BEGIN

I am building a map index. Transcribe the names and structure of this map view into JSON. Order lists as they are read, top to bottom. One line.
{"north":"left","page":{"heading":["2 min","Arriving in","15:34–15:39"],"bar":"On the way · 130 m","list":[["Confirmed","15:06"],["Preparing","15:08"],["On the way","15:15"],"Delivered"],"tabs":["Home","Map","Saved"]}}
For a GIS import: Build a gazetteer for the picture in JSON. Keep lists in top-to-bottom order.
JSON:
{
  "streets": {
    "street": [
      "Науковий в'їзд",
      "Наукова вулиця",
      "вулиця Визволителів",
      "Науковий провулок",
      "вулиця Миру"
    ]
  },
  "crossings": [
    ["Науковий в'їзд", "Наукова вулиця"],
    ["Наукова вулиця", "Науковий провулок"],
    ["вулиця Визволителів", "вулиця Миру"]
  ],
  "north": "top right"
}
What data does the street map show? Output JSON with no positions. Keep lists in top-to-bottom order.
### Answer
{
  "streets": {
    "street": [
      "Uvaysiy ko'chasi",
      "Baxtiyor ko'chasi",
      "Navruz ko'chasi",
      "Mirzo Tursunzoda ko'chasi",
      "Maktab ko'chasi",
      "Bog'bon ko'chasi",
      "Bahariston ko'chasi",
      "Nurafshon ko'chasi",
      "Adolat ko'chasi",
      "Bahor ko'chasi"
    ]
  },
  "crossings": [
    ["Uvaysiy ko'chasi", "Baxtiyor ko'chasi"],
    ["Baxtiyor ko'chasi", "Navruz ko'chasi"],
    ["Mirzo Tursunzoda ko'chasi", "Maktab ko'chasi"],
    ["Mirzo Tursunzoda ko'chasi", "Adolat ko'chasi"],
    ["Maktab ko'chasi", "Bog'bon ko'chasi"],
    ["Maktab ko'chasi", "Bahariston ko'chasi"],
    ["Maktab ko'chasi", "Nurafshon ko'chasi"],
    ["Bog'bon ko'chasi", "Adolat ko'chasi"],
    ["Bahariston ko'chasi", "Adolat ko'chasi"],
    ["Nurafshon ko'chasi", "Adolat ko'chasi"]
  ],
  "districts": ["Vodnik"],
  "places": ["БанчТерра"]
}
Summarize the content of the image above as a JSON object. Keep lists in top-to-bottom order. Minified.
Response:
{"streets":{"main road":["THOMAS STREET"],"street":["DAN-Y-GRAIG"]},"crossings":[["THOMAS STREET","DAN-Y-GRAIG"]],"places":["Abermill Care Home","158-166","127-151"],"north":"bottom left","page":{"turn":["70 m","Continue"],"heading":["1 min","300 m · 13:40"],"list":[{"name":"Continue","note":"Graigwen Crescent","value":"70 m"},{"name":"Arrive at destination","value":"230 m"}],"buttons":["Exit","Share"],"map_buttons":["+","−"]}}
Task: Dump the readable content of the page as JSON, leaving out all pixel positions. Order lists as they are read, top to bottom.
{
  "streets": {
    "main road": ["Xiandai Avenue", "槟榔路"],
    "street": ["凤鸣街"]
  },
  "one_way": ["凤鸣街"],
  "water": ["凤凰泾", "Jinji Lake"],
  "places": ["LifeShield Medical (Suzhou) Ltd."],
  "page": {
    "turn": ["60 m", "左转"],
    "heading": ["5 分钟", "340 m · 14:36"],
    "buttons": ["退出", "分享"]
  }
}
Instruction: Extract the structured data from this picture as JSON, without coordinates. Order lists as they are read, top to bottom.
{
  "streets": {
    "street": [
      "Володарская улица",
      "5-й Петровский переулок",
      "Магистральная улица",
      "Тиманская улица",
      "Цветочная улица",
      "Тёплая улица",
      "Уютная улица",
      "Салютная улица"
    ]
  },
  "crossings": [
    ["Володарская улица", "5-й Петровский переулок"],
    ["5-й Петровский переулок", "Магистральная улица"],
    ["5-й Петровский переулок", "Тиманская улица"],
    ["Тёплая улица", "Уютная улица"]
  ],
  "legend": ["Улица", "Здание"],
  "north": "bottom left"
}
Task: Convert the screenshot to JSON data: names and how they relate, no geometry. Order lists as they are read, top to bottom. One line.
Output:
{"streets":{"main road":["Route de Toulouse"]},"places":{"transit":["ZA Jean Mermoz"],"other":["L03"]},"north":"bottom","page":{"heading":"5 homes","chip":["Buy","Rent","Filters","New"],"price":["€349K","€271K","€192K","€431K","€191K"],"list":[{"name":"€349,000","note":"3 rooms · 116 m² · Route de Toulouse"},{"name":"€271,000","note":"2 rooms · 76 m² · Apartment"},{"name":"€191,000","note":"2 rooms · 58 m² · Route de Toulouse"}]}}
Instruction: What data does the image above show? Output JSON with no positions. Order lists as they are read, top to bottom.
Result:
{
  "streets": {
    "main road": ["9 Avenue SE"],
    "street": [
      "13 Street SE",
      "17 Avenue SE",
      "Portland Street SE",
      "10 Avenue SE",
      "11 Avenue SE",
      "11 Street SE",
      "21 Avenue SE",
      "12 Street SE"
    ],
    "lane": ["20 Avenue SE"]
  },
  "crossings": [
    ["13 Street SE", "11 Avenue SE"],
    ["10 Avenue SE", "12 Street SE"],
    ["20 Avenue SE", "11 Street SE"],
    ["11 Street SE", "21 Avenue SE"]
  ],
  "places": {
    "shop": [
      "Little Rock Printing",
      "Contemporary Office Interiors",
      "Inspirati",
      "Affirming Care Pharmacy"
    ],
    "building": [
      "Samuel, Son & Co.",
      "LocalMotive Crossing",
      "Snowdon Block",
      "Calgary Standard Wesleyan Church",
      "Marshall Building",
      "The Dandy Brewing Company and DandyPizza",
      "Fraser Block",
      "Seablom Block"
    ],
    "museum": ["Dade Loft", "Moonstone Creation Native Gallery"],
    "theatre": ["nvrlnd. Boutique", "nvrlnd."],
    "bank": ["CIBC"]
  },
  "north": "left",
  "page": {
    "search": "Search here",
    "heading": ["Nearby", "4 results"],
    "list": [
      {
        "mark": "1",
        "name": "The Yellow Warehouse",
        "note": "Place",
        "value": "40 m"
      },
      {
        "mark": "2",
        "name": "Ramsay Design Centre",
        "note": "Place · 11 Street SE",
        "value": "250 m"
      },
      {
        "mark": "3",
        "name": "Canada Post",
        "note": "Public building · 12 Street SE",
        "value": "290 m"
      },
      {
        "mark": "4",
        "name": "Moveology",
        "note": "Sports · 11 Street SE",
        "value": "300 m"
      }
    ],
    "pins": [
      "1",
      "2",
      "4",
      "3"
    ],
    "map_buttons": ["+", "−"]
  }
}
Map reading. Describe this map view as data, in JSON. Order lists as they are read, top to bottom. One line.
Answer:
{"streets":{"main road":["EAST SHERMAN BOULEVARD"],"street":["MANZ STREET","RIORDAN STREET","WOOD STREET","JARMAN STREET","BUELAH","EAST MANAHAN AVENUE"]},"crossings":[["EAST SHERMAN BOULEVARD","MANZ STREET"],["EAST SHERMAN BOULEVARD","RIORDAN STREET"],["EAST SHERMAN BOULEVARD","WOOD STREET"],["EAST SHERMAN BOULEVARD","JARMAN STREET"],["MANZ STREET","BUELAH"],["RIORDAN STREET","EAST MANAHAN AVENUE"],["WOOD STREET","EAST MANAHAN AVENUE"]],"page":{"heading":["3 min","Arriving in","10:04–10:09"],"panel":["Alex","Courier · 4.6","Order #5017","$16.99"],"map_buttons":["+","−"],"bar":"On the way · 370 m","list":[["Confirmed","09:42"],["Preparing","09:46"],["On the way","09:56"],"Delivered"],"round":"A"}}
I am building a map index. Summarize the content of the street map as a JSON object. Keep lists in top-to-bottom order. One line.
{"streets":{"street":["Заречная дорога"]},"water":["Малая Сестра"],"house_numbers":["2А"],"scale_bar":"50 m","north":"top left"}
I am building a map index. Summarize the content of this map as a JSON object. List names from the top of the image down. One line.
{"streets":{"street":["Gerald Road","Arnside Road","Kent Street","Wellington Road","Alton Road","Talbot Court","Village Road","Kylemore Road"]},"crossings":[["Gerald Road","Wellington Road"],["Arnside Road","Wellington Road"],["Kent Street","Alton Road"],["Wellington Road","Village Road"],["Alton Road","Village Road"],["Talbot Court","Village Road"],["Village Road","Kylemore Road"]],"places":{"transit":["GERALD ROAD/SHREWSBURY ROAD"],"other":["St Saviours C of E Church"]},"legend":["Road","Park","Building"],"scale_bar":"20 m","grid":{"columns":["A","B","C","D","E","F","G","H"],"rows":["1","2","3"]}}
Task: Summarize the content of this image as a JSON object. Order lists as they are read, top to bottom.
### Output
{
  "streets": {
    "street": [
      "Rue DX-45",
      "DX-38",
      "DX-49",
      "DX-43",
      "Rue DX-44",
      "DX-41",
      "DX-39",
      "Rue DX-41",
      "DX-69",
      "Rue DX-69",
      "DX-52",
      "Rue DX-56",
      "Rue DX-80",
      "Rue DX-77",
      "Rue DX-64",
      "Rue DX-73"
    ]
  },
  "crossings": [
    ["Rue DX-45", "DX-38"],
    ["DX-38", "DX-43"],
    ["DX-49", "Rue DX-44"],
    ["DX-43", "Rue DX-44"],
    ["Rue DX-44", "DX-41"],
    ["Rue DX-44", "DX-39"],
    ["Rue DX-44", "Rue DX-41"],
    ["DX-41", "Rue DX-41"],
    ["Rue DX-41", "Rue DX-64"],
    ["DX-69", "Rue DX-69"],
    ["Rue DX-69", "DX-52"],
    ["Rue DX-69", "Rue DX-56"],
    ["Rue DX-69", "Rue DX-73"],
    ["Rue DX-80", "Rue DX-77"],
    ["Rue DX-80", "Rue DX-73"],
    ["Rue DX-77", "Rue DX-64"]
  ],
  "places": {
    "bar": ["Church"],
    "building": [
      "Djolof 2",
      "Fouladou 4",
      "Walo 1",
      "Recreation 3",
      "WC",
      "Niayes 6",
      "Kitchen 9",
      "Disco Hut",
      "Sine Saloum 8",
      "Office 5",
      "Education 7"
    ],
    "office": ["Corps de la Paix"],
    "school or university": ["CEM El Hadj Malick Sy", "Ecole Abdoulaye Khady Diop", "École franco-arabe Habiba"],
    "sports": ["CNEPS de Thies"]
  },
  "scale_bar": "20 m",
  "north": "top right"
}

END

• [WHAT NEEDS TO BE DONE]:
Print exactly the lines of the listing above starting at the line containing "For a GIS import: Build" and ending at the line containing "Summarize the content of the image", both included.

• [RESPONSE TO THE TASK]:
For a GIS import: Build a gazetteer for the picture in JSON. Keep lists in top-to-bottom order.
JSON:
{
  "streets": {
    "street": [
      "Науковий в'їзд",
      "Наукова вулиця",
      "вулиця Визволителів",
      "Науковий провулок",
      "вулиця Миру"
    ]
  },
  "crossings": [
    ["Науковий в'їзд", "Наукова вулиця"],
    ["Наукова вулиця", "Науковий провулок"],
    ["вулиця Визволителів", "вулиця Миру"]
  ],
  "north": "top right"
}
What data does the street map show? Output JSON with no positions. Keep lists in top-to-bottom order.
### Answer
{
  "streets": {
    "street": [
      "Uvaysiy ko'chasi",
      "Baxtiyor ko'chasi",
      "Navruz ko'chasi",
      "Mirzo Tursunzoda ko'chasi",
      "Maktab ko'chasi",
      "Bog'bon ko'chasi",
      "Bahariston ko'chasi",
      "Nurafshon ko'chasi",
      "Adolat ko'chasi",
      "Bahor ko'chasi"
    ]
  },
  "crossings": [
    ["Uvaysiy ko'chasi", "Baxtiyor ko'chasi"],
    ["Baxtiyor ko'chasi", "Navruz ko'chasi"],
    ["Mirzo Tursunzoda ko'chasi", "Maktab ko'chasi"],
    ["Mirzo Tursunzoda ko'chasi", "Adolat ko'chasi"],
    ["Maktab ko'chasi", "Bog'bon ko'chasi"],
    ["Maktab ko'chasi", "Bahariston ko'chasi"],
    ["Maktab ko'chasi", "Nurafshon ko'chasi"],
    ["Bog'bon ko'chasi", "Adolat ko'chasi"],
    ["Bahariston ko'chasi", "Adolat ko'chasi"],
    ["Nurafshon ko'chasi", "Adolat ko'chasi"]
  ],
  "districts": ["Vodnik"],
  "places": ["БанчТерра"]
}
Summarize the content of the image above as a JSON object. Keep lists in top-to-bottom order. Minified.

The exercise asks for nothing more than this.